ARIZONA DIAMONDBACKS

Randomness was D-backs’ friend, not foe in NL Wild Card Game win

Oct 4, 2017, 11:15 PM | Updated: Oct 5, 2017, 11:30 am

The Arizona Diamondbacks celebrate after the National League wild-card playoff baseball game agains...

The Arizona Diamondbacks celebrate after the National League wild-card playoff baseball game against the Colorado Rockies, Wednesday, Oct. 4, 2017, in Phoenix. The Diamondbacks won 11-8 to advance to an NLDS against the Los Angeles Dodgers. (AP Photo/Matt York)

(AP Photo/Matt York)

PHOENIX — All week long when somebody would ask what concerned me the most about this game, it wasn’t the Goldy slump. It wasn’t Zack Grienke’s past two shaky outings or a lack of faith in Fernando Rodney.

It was the randomness of it all. In a season where 162 games and over 1400 innings were played, only nine would be used to determine who advanced. Anything, literally anything, can happen in a singular nine-inning baseball game.

In the end, I was right. Something very random determined the outcome of this game.

Archie Bradley hit a two-run triple to pad a lead the D-backs would not relinquish. It doesn’t get any more random than that.

What I feared the most actually morphed into the D-backs’ most valuable weapon. A triple. From a reliever. Bradley has been one of their best assets all year but that triple wasn’t exactly how the brain trust drew it up.

Now it’s on to Los Angeles, a series that hopefully hasn’t been neutered somewhat by the absolutely necessary emergency managing of Torey Lovullo. More on that in a moment.

But first, Archie.

The play was so large and the roar so earsplitting it easily became one of the most memorable moments the building has seen. And, boy, it’s seen a lot of them.

One sportswriter friend of mine tweeted that at that moment Archie might have surpassed Larry Fitzgerald in terms of popularity in the Valley. After a moment and perhaps an evil eye from Fitz, reason was restored and he walked it back a little.

Jake Lamb was asked postgame what the turning point in the contest was and he responded: “I’m gonna regret this but it has to be Archie’s knock.” Of course, his good friend Bradley was sitting right next to him.

Lovullo was asked his thoughts when Bradley turned second, he replied: “I was thinking, please stop right there.”

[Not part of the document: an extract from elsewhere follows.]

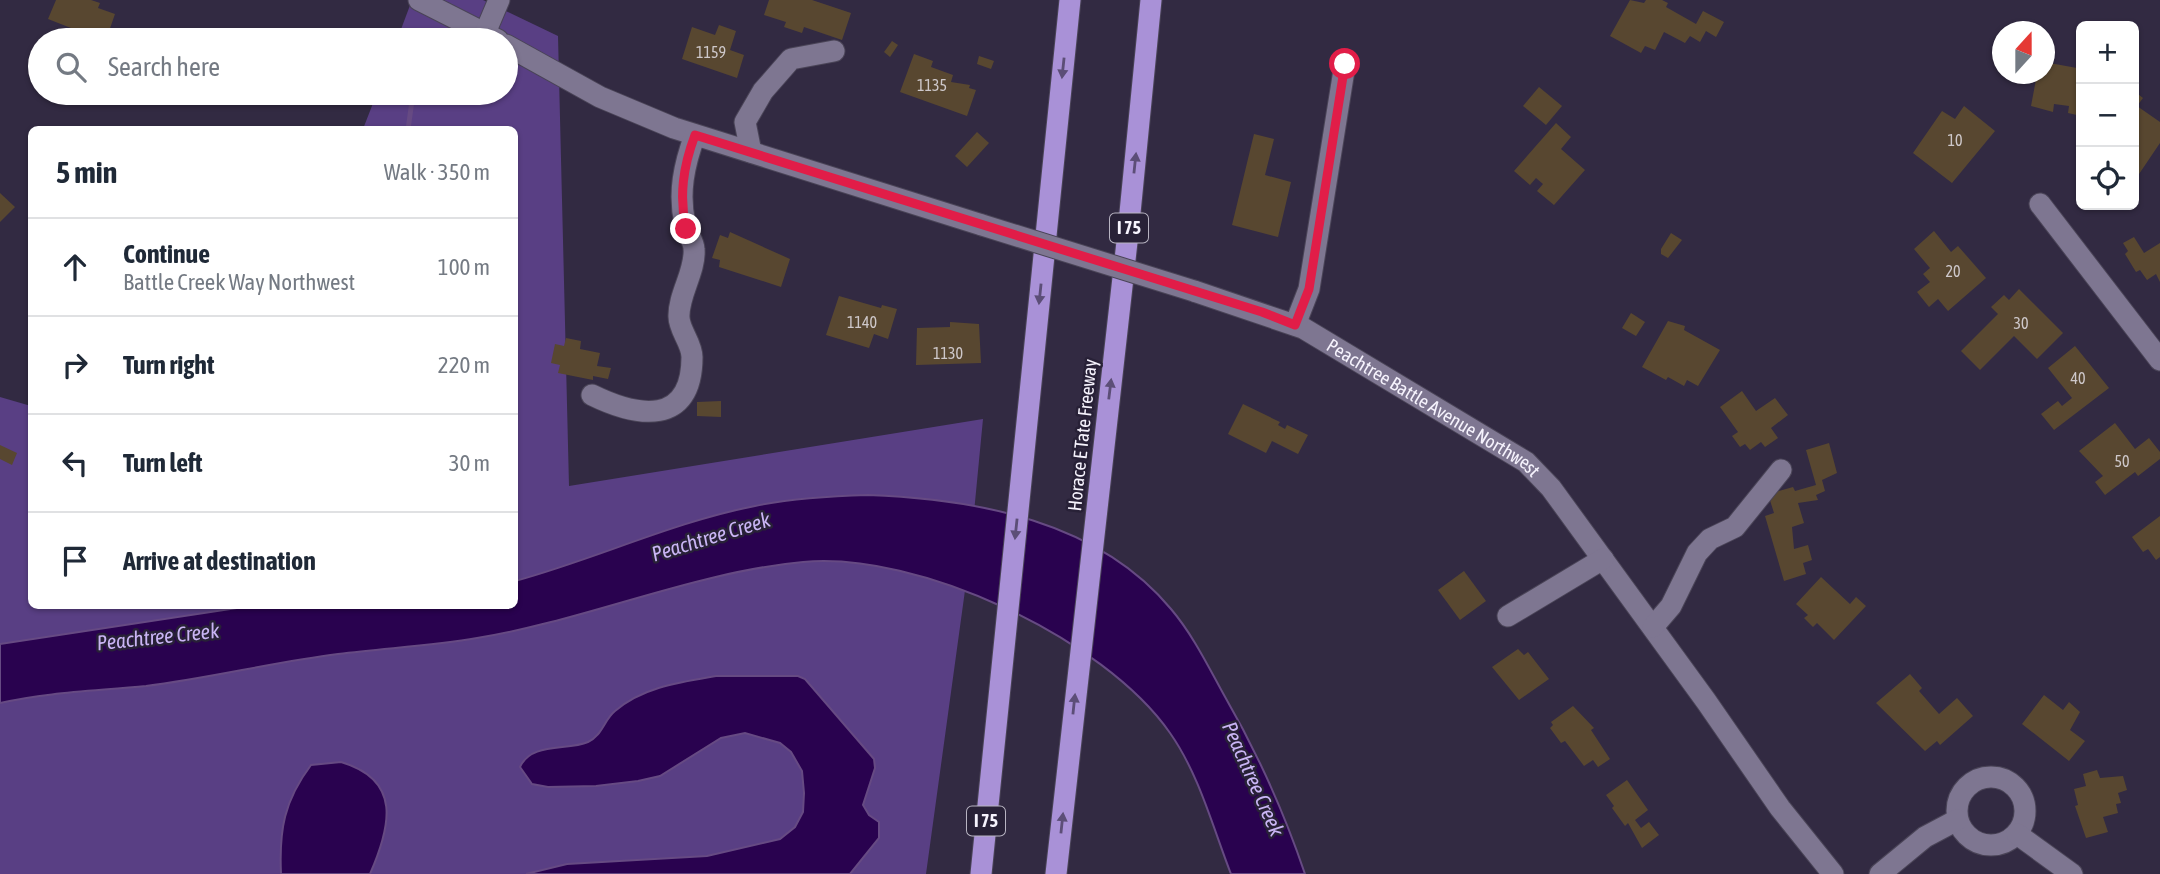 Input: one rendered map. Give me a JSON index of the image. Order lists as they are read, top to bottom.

But Bradley isn’t hard-wired to stop. He’s taken on this role as the spiritual leader of this team and worn it like a man who has been training his whole life for this moment. Stop? You might as well be asking someone to not breathe.

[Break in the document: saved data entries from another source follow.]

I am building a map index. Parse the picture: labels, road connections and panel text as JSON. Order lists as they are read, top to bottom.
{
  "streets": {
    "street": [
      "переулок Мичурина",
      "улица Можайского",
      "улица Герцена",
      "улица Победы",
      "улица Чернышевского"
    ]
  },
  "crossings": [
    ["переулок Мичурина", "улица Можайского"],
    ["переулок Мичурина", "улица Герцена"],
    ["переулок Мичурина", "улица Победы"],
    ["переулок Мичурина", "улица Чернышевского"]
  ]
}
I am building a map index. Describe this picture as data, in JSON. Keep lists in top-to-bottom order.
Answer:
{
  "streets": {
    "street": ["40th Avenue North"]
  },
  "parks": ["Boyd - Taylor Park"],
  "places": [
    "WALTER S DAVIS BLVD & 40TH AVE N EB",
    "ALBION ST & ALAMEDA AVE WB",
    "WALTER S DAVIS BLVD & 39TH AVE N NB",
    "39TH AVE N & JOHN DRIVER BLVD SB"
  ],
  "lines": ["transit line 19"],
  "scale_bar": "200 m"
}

So run he did, and likely paid the price for it the next inning when he gave up the two homers. In the end that will become more of a footnote to the night thanks in part to the efforts of A.J. Pollock’s two-run triple, Lamb’s fourth hit of the night and J.D. Martinez avoiding a double play on a slow roller.

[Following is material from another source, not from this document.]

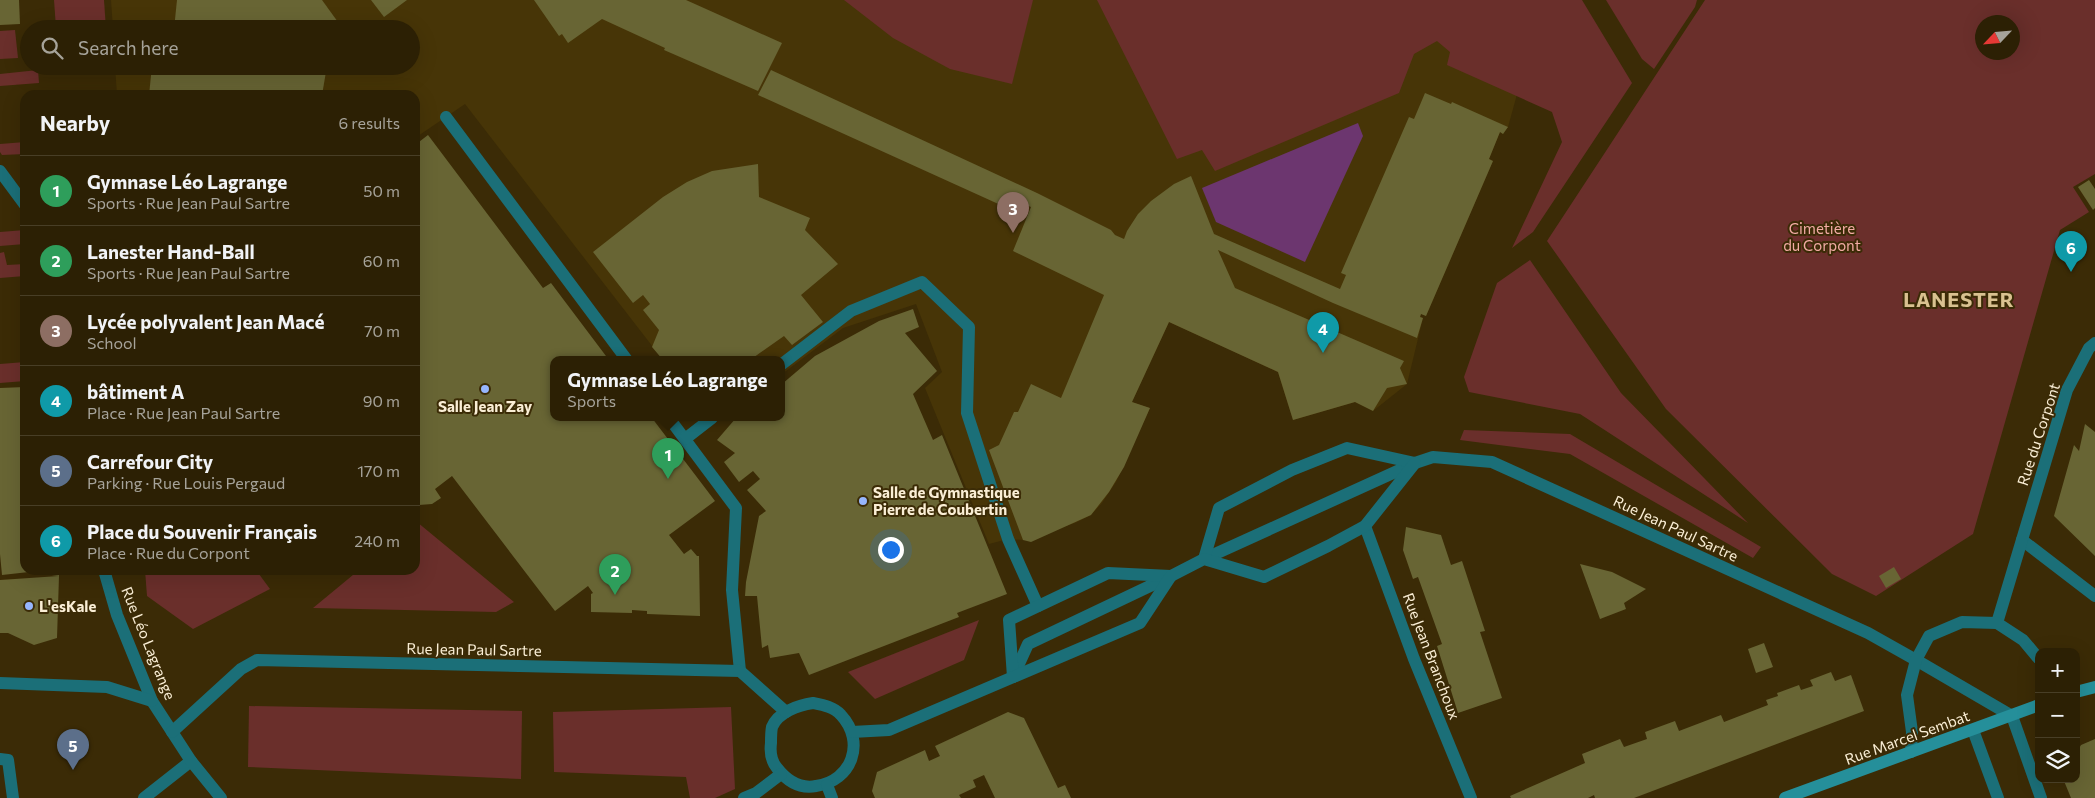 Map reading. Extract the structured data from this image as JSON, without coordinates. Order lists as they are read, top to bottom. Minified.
{"streets":{"street":["Rue du Corpont","Rue Jean Paul Sartre","Rue Léo Lagrange","Rue Jean Branchoux","Rue Marcel Sembat"]},"crossings":[["Rue Jean Paul Sartre","Rue Léo Lagrange"],["Rue Jean Paul Sartre","Rue Marcel Sembat"]],"districts":["LANESTER"],"parks":["Cimetière du Corpont"],"places":["Salle Jean Zay","Salle de Gymnastique Pierre de Coubertin","L'esKale"],"north":"bottom left","page":{"search":"Search here","heading":["Nearby","6 results"],"list":[{"mark":"1","name":"Gymnase Léo Lagrange","note":"Sports · Rue Jean Paul Sartre","value":"50 m"},{"mark":"2","name":"Lanester Hand-Ball","note":"Sports · Rue Jean Paul Sartre","value":"60 m"},{"mark":"3","name":"Lycée polyvalent Jean Macé","note":"School","value":"70 m"},{"mark":"4","name":"bâtiment A","note":"Place · Rue Jean Paul Sartre","value":"90 m"},{"mark":"5","name":"Carrefour City","note":"Parking · Rue Louis Pergaud","value":"170 m"},{"mark":"6","name":"Place du Souvenir Français","note":"Place · Rue du Corpont","value":"240 m"}],"pins":["3","6","4","1","2","5"],"popup":["Gymnase Léo Lagrange","Sports"],"map_buttons":["+","−"]}}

Not to mention everything that preceded it. Goldy’s slump-busting bomb. Daniel Descalso shot that proved he had every right to be Lovullo’s second baseman tonight.

And of course the work of Robbie Ray.

He was on this roster to serve as the managers “In-Case-Of-Emergency-Break-Glass” guy and Lovullo smashed the glass and pulled the alarm in fourth after Greinke allowed his cushy 6-0 lead go up in Colorado smoke.

The right play, the only play, is to play for now. Lovullo knew it and didn’t hesitate to act on it.

There’s no reason to save Ray for a game you might not play in. Greinke’s disappointing outing has certainly put his, and Ray’s, availability for at least the early part of the Dodgers series in real jeopardy, but to be perfectly honest, so what. In this crazy one game format, all that matters is now.

Tomorrow, this team will have one hell of a hangover and one mighty tough decision to make with their hands tied behind their back. It is no way to go into a series against a team that was virtually being handed the title a month and a half ago.

But this is postseason baseball in 2017.

If the D-backs can win an elimination game in which Greinke and Bradley combine to give up six runs then perhaps randomness is their friend and not their foe.